### Goal of the exercise
Each line of the records below that contains "positions" needs to be copied.

(Records from a collection)
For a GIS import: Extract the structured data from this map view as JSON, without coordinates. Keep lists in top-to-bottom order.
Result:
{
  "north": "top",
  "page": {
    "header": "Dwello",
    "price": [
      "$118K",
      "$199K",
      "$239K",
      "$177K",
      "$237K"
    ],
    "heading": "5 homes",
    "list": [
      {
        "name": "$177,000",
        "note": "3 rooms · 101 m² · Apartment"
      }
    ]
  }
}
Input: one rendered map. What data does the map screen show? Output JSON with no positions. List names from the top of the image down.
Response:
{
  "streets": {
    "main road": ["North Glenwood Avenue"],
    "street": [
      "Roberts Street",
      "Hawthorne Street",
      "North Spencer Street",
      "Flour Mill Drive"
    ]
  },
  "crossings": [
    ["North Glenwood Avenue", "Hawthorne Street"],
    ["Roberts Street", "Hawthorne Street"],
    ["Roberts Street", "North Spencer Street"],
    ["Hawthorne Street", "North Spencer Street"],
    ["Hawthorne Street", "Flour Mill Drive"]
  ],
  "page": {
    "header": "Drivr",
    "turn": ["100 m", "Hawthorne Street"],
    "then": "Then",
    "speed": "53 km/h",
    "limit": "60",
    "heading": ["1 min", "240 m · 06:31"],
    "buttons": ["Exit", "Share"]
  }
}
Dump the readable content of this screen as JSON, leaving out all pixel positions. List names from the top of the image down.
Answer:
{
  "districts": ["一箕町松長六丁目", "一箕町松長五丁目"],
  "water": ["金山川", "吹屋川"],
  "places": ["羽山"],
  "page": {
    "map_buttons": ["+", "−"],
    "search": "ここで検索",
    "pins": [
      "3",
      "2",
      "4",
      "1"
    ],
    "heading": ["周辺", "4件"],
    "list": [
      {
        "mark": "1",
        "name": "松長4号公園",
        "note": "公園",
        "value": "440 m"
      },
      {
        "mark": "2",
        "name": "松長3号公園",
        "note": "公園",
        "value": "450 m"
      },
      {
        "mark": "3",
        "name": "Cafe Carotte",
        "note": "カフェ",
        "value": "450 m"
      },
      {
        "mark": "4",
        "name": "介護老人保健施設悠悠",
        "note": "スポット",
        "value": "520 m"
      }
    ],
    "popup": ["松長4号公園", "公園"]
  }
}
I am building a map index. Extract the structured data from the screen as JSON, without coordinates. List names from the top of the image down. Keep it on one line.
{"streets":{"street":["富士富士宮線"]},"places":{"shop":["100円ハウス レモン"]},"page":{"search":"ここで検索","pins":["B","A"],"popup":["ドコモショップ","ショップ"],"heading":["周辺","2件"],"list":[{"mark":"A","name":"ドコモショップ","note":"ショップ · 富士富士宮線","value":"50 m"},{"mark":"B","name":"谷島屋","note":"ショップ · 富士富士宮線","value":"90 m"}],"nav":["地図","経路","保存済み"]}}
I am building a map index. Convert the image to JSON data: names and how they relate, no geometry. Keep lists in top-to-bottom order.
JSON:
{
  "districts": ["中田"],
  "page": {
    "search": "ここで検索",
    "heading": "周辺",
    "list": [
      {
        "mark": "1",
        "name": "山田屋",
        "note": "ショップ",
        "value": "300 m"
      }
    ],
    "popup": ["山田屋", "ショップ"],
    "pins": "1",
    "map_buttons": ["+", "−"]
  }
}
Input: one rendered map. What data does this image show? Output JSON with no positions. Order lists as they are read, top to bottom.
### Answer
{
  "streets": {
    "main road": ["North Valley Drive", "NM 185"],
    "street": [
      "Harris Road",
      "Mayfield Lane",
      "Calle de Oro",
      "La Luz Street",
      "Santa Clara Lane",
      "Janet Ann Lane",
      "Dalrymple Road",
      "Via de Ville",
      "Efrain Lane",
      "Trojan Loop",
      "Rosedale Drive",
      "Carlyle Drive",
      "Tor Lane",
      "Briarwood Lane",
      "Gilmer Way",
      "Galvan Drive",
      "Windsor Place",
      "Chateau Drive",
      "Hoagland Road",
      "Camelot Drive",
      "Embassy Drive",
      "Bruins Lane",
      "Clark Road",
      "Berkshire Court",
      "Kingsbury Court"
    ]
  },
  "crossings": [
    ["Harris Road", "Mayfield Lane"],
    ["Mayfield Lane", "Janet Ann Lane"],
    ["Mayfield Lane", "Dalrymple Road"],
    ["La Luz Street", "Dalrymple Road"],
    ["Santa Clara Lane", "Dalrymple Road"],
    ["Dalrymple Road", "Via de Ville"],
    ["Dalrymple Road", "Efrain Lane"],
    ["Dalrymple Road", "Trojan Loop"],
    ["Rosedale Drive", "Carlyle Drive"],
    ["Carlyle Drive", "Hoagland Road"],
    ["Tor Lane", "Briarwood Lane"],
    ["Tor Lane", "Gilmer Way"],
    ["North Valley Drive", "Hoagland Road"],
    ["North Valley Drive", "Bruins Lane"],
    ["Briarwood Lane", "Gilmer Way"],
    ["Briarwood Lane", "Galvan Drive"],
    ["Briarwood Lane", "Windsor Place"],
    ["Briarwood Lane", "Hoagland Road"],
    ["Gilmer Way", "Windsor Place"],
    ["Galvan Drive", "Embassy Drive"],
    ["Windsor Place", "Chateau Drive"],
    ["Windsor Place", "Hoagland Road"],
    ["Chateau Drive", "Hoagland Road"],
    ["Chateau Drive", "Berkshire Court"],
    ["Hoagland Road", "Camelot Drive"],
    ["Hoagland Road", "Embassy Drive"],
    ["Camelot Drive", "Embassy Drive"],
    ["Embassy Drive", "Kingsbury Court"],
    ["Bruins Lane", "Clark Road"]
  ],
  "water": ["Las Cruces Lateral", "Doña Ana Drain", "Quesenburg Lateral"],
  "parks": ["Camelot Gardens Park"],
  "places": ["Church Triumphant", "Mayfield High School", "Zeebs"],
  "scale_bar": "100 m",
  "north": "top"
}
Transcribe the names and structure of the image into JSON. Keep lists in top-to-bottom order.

### Task result
Input: one rendered map. What data does the map screen show? Output JSON with no positions. List names from the top of the image down.
Dump the readable content of this screen as JSON, leaving out all pixel positions. List names from the top of the image down.
Input: one rendered map. What data does this image show? Output JSON with no positions. Order lists as they are read, top to bottom.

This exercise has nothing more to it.